Like promises to reach net-zero emissions, just transition has been effectively co-opted by interests keen to demonstrate that they are part of the solution while shoring up the status quo. We have reached a stage of greenwashing where oil giants BP and Shell proclaim their net-zero targets while expanding fossil-fuel exploration. Even when companies also move to profit from the renewables boom, they do so with the same predation that has characterised their fossil-fuel operations for the last century. Relentlessly extracting resources and labour where they are cheapest, with little regard for workers or their environment, they have no interest in a genuinely just transition.

Like promises to reach net-zero emissions, just transition has been effectively co-opted by interests keen to demonstrate that they are part of the solution while shoring up the status quo.”

Climate justice activists have argued for a justice transition, acknowledging that the green industrial revolution’ already relies on exploiting the Global South for its resources, including minerals like lithium, cobalt and copper which are crucial for renewable energy technology. Most transition plans envisage simply swapping fossil fuels for renewable energy while leaving an inherently exploitative and unjust economic system intact. This perpetuates unfair distribution, in which billions don’t have access to electricity at home and huge tracts of their lands are colonised for food, products or carbon offsets for wealthier countries. A just transition for workers in the Global North, based on the growth imperative that caused the climate crisis, is not really just. For this reason, climate justice demands a transformative global Green New Deal that reduces demand for energy and materials, prioritises public ownership and protects communities and ecosystems in the Global South and North. Within this, the just transition is an opportunity to transform the injustices at the heart of the climate crisis: not just for high-carbon workers but for everyone who is oppressed by contemporary social and economic relations.

Back in Birmingham, private equity-owned GKN wants to profit without retaining relatively well-paid workers in the UK. So workers like Frank Duffy are taking matters into their own hands — and they’re not the only ones. In the US, the biggest mining union has recently called for a just transition that would see members supported out of the mining industry and into renewables. In France, energy unions are fighting off the attempted privatisation of state-owned EDF and arguing for publicly-led decarbonisation. The Campaign Against Climate Change has called for one million climate jobs, and Green New Deal campaigns are making the case for tackling the climate and inequality crises together, with demands for good green jobs in low-carbon industries and social infrastructure like care work.

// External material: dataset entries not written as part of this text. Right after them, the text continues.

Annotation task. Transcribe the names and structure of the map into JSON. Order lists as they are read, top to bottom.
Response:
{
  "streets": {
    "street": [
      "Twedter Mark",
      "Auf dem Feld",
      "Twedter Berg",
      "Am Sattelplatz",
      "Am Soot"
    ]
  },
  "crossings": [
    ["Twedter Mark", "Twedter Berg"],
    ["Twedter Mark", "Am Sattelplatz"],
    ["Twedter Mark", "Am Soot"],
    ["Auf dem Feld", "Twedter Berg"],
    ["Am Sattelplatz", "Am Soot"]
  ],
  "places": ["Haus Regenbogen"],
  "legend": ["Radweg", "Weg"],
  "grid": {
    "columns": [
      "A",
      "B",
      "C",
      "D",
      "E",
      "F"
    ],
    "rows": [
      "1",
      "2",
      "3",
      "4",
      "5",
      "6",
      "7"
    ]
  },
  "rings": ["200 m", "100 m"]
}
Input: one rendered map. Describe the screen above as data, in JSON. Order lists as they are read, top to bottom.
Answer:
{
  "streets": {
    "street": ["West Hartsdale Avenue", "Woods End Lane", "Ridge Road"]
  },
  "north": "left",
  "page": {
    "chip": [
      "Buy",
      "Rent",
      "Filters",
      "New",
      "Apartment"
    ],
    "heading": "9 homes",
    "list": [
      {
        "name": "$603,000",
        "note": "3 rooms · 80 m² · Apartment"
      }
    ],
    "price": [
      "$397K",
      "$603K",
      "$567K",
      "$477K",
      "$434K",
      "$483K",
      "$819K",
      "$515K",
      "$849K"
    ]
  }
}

Connecting these dots requires political education and deep organising in workplaces and in every struggle against class, racial and gender injustice. These are David and Goliath fights, with workers and frontline communities pitted against big business and its defenders in government. Those interests are increasingly adept at co-opting the language of just transition and sowing division between and among workers and grassroots movements. But one thing is clear: if a just transition happens, it will be won by building power and solidarity from below rather than delivered from above.